Doak and his partner, Jacob Bonsell, operated the ferry until 1851, charging $3 for a man and a horse, $8 for a wagon and $1 for foot passengers.
In 1856, the ferry was purchased by William S. Moss, who operated it for decades. The ferry finally ceased operation in 1890 with the construction of an iron-truss highway bridge.
So there you have it. The crossing was named after the last operator of the ferry.
Moss, a native of Virginia, owned some 10,000 acres near the crossing. He also had a home in San Leandro and for a time owned the San Francisco Examiner.

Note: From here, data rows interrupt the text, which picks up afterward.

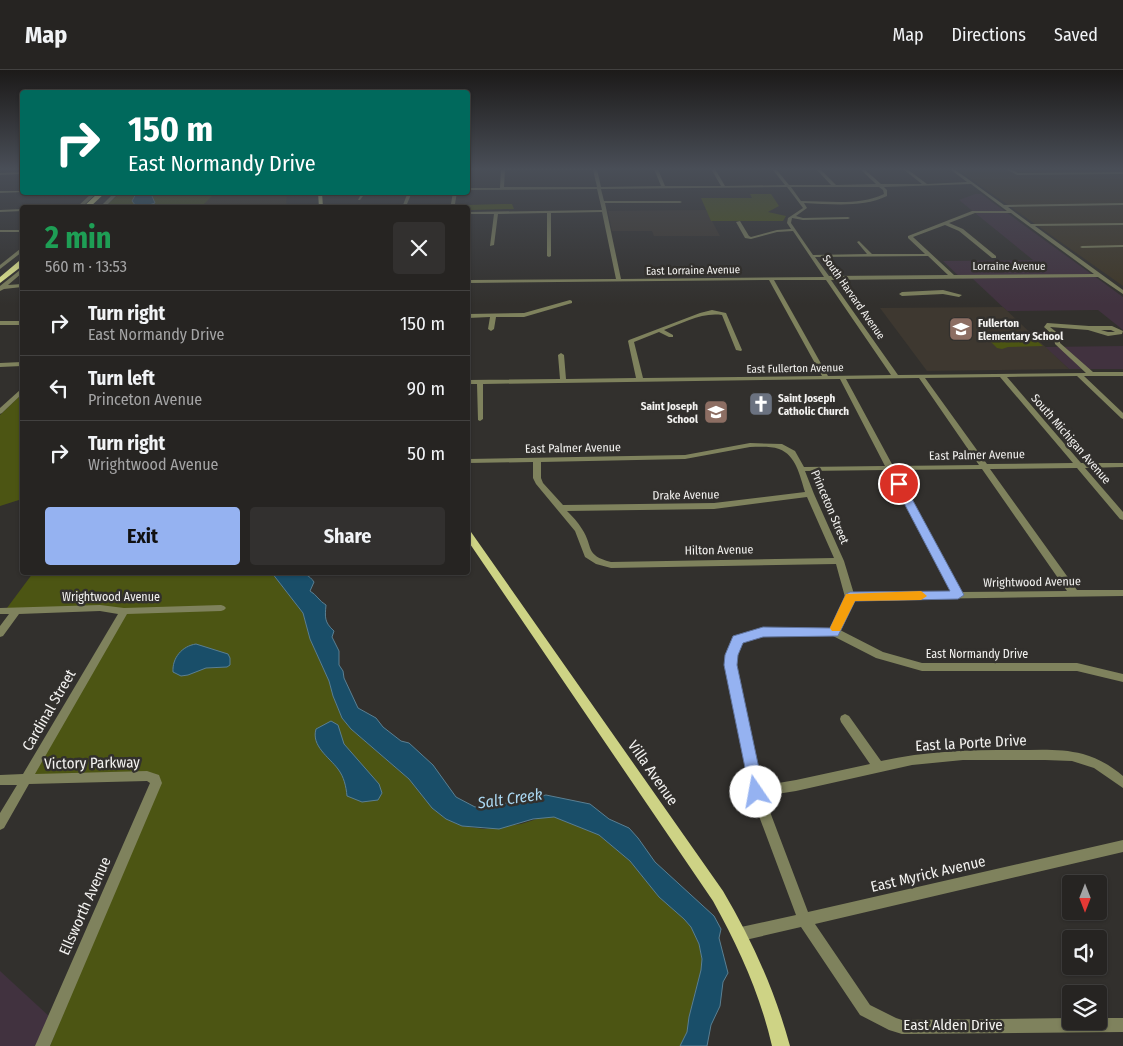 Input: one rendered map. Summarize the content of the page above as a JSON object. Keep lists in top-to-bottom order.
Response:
{
  "streets": {
    "main road": ["Villa Avenue"],
    "street": [
      "Lorraine Avenue",
      "East Lorraine Avenue",
      "South Harvard Avenue",
      "East Fullerton Avenue",
      "South Michigan Avenue",
      "East Palmer Avenue",
      "Drake Avenue",
      "Princeton Street",
      "Hilton Avenue",
      "Wrightwood Avenue",
      "East Normandy Drive",
      "Cardinal Street",
      "East la Porte Drive",
      "Victory Parkway",
      "East Myrick Avenue",
      "Ellsworth Avenue",
      "East Alden Drive"
    ]
  },
  "crossings": [
    ["Lorraine Avenue", "East Lorraine Avenue"],
    ["East Lorraine Avenue", "South Harvard Avenue"],
    ["South Harvard Avenue", "East Fullerton Avenue"],
    ["East Fullerton Avenue", "South Michigan Avenue"],
    ["South Michigan Avenue", "East Palmer Avenue"],
    ["East Palmer Avenue", "Princeton Street"],
    ["Drake Avenue", "Princeton Street"],
    ["Drake Avenue", "Hilton Avenue"],
    ["Princeton Street", "Hilton Avenue"],
    ["Princeton Street", "Wrightwood Avenue"],
    ["Wrightwood Avenue", "Cardinal Street"],
    ["East Normandy Drive", "East Alden Drive"],
    ["Cardinal Street", "Victory Parkway"],
    ["East la Porte Drive", "East Alden Drive"],
    ["Victory Parkway", "Ellsworth Avenue"],
    ["Villa Avenue", "East Myrick Avenue"],
    ["East Myrick Avenue", "East Alden Drive"]
  ],
  "water": ["Salt Creek"],
  "places": {
    "school or university": ["Fullerton Elementary School", "Saint Joseph School"],
    "church": ["Saint Joseph Catholic Church"]
  },
  "north": "bottom",
  "page": {
    "header": "Map",
    "nav": ["Map", "Directions", "Saved"],
    "turn": ["150 m", "East Normandy Drive"],
    "heading": ["2 min", "560 m · 13:53"],
    "list": [
      {
        "name": "Turn right",
        "note": "East Normandy Drive",
        "value": "150 m"
      },
      {
        "name": "Turn left",
        "note": "Princeton Avenue",
        "value": "90 m"
      },
      {
        "name": "Turn right",
        "note": "Wrightwood Avenue",
        "value": "50 m"
      }
    ],
    "buttons": ["Exit", "Share"]
  }
}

He sold the Examiner to George Hearst, who turned the paper over to his son, William Randolph Hearst, and that started the largest media empire of the early 20th century.
Several new bits of useful information on the exact elevation of Tracy have arrived and need to be added to the earlier reports.
Jeff Pribyl, a native of Tracy and a San Francisco architect, looked into the original elevation benchmarks that railroad survey teams left on points along the tracks extending from Oakland (through Tracy) in 1914-16.
At Tracy, the first generation of benchmarks were located at the base of two water tanks in the Tracy Southern Pacific yard, one where Central Avenue now crosses the tracks and another to the west near where C Street once crossed. Records show an elevation of 62.6 feet near the easterly location and 62.3 feet near the former C Street.
Those readings correspond closely to the original railroad elevation figure of 61 feet.
Jeff also reported that at the east abutment of the 11th Street overpass, the elevation is listed at 61.2 feet. Farther east, about halfway between Chrisman and Banta roads, it is given at 37.73 feet.
And finally, Tracyite Steve Riddle used the GPS on his car to check elevations. Near Raley’s in south Tracy, it hit 70 feet, and at Schulte Road and Tracy Boulevard, it is 67 feet. Those readings seem to be on target, but a reading of 29 feet at the water tower at Sixth and Tracy Boulevard seems low. The GPS must have had a hiccup.
I’ll settle for 61 feet as Tracy’s basic elevation and let it go at that.